● **ABOUT THIS EXERCISE**
Which of the lines below hold the word "filters"? Pull each of them out.

● **STUDY MATERIAL**
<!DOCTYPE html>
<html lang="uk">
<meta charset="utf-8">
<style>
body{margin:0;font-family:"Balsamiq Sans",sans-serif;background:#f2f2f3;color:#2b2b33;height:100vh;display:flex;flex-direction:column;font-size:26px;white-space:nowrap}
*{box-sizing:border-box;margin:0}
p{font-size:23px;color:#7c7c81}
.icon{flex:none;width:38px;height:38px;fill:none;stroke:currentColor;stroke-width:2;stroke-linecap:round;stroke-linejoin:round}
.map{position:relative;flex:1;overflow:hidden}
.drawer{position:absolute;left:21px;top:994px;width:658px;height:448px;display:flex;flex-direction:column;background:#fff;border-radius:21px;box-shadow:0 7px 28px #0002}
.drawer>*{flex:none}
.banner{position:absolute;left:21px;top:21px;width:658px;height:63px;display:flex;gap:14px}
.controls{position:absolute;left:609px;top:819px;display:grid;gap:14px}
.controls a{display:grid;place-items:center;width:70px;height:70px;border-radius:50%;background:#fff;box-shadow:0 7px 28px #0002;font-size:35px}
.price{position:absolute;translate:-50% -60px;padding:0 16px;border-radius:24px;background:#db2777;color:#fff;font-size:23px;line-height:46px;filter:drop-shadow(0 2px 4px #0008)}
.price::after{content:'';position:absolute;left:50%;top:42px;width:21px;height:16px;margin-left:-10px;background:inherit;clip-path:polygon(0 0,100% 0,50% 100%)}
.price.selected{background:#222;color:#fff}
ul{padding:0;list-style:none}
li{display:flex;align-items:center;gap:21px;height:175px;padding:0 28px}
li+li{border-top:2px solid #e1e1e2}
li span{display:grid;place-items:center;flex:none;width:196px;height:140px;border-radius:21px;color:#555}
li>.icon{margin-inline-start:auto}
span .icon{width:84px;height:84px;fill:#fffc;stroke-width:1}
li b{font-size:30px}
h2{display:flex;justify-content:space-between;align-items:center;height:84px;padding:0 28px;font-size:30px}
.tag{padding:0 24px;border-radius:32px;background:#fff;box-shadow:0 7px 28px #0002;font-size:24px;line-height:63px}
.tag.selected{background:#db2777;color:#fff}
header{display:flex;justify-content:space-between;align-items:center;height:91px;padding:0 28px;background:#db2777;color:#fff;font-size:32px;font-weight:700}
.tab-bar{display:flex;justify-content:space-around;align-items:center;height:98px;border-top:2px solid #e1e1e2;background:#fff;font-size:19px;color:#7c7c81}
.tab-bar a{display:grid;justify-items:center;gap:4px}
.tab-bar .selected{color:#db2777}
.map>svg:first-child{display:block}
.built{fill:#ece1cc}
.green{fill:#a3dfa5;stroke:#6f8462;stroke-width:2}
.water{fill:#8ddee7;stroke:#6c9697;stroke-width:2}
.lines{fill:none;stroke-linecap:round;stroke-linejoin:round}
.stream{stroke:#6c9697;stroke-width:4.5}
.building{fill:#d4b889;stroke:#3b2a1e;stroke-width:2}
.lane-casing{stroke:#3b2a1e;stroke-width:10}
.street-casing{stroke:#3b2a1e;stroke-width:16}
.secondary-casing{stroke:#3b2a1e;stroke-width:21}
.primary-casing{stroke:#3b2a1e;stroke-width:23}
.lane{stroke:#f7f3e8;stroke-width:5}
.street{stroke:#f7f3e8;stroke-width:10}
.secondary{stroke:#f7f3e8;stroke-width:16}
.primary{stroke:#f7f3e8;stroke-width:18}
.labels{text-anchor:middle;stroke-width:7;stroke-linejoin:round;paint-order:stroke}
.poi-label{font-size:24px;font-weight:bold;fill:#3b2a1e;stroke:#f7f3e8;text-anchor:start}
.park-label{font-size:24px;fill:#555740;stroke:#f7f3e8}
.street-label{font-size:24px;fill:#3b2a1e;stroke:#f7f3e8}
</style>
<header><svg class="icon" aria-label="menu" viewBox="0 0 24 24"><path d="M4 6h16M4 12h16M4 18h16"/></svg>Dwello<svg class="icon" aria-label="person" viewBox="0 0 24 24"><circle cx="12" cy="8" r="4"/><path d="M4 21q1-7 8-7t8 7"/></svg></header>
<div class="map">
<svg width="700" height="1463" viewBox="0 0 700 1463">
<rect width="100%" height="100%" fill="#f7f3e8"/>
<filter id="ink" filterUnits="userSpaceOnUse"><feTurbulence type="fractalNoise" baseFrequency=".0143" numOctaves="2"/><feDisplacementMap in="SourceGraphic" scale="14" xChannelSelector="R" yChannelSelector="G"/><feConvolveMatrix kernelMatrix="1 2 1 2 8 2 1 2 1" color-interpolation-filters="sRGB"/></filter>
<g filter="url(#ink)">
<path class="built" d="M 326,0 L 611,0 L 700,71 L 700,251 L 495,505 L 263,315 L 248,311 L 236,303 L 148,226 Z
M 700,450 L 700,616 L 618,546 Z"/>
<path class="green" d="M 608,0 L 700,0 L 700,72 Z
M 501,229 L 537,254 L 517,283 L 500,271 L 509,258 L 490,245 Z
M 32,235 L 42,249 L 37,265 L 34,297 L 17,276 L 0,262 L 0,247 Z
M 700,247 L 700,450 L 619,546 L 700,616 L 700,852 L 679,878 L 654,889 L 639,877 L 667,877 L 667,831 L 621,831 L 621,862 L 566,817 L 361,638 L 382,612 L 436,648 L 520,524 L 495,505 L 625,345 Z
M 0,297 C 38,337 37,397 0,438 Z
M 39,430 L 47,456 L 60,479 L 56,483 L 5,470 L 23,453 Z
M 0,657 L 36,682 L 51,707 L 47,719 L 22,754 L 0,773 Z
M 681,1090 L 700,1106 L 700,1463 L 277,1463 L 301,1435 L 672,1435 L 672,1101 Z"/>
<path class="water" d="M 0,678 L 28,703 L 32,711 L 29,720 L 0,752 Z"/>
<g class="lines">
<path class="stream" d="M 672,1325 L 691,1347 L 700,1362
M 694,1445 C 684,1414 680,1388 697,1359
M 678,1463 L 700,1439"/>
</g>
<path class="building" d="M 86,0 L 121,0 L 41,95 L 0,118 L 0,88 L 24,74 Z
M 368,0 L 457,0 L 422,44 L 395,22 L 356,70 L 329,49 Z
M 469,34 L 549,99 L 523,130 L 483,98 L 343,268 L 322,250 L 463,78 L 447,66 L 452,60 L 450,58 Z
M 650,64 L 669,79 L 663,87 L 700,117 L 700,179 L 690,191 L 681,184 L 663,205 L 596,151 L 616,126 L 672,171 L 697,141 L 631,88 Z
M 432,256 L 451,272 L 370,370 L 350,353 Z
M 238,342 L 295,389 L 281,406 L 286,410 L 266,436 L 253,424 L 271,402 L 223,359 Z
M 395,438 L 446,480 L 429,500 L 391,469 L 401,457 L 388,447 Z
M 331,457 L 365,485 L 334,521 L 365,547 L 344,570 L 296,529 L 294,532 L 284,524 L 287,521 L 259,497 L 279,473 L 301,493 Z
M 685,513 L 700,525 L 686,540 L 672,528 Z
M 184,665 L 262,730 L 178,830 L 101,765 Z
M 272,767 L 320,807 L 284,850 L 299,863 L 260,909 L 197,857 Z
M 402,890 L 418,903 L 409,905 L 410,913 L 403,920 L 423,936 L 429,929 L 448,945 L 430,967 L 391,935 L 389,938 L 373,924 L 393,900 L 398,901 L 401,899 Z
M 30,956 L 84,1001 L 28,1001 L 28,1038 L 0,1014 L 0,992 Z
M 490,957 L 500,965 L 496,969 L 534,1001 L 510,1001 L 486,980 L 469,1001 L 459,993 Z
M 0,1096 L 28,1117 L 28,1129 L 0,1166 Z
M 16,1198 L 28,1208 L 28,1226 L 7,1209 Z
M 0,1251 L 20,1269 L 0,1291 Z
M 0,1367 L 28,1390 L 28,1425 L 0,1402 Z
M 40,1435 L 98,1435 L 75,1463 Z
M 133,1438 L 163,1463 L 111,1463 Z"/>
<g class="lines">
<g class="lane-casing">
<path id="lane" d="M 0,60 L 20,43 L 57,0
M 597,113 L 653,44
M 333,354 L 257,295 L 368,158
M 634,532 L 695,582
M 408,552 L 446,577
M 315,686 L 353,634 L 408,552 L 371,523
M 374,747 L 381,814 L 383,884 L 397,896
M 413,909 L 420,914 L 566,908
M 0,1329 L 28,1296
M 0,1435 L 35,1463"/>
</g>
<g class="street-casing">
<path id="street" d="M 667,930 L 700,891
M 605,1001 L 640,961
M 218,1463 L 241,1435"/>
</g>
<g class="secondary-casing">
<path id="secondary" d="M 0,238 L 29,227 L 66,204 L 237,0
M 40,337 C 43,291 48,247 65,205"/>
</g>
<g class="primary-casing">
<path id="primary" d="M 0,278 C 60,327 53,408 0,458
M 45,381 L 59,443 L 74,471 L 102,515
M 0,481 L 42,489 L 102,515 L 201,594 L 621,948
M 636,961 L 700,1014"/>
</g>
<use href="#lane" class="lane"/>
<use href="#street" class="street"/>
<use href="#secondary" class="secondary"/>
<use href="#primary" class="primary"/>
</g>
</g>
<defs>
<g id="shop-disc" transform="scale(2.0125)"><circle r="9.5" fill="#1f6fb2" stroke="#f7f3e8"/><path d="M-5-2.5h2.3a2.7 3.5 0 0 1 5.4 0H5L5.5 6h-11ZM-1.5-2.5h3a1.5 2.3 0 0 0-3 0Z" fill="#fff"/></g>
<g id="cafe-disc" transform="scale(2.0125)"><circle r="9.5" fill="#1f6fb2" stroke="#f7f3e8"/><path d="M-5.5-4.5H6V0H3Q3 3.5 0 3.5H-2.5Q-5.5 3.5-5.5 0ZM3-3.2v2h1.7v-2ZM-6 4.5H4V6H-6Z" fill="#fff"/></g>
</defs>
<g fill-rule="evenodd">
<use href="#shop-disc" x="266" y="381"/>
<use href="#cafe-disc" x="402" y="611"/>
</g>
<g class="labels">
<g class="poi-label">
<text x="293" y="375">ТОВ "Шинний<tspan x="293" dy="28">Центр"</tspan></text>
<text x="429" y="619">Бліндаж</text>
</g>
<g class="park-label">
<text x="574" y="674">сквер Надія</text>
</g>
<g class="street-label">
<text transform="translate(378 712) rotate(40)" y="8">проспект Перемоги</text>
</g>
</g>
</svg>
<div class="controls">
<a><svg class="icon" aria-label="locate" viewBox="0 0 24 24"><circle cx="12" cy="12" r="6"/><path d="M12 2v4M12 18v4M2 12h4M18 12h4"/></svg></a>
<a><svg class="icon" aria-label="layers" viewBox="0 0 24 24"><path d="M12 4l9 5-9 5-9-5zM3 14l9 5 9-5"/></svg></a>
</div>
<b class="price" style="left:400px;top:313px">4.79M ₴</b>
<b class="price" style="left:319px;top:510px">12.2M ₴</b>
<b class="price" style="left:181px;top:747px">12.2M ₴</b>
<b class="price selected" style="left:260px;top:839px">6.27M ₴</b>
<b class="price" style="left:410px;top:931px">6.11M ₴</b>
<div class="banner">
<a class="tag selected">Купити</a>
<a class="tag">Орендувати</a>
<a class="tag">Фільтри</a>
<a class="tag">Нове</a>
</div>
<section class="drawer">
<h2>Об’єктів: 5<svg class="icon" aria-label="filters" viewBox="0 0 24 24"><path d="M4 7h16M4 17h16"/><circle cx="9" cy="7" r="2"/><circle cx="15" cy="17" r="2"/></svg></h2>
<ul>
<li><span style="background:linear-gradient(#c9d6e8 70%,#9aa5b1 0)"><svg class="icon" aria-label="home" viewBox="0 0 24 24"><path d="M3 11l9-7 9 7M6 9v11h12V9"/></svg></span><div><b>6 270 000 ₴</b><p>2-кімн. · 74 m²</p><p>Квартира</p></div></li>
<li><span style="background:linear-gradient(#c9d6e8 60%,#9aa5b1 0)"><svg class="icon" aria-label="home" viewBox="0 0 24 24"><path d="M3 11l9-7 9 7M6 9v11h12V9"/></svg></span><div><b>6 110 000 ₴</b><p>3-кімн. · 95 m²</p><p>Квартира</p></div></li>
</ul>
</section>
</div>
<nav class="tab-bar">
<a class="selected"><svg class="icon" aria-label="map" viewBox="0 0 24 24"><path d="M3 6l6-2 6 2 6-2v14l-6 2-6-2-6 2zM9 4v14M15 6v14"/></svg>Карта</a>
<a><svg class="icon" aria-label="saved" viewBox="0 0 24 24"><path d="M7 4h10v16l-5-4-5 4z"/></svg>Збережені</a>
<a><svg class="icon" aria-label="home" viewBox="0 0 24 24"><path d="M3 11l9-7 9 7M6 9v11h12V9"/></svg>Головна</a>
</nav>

● **WRITTEN ANSWER**
<filter id="ink" filterUnits="userSpaceOnUse"><feTurbulence type="fractalNoise" baseFrequency=".0143" numOctaves="2"/><feDisplacementMap in="SourceGraphic" scale="14" xChannelSelector="R" yChannelSelector="G"/><feConvolveMatrix kernelMatrix="1 2 1 2 8 2 1 2 1" color-interpolation-filters="sRGB"/></filter>
<h2>Об’єктів: 5<svg class="icon" aria-label="filters" viewBox="0 0 24 24"><path d="M4 7h16M4 17h16"/><circle cx="9" cy="7" r="2"/><circle cx="15" cy="17" r="2"/></svg></h2>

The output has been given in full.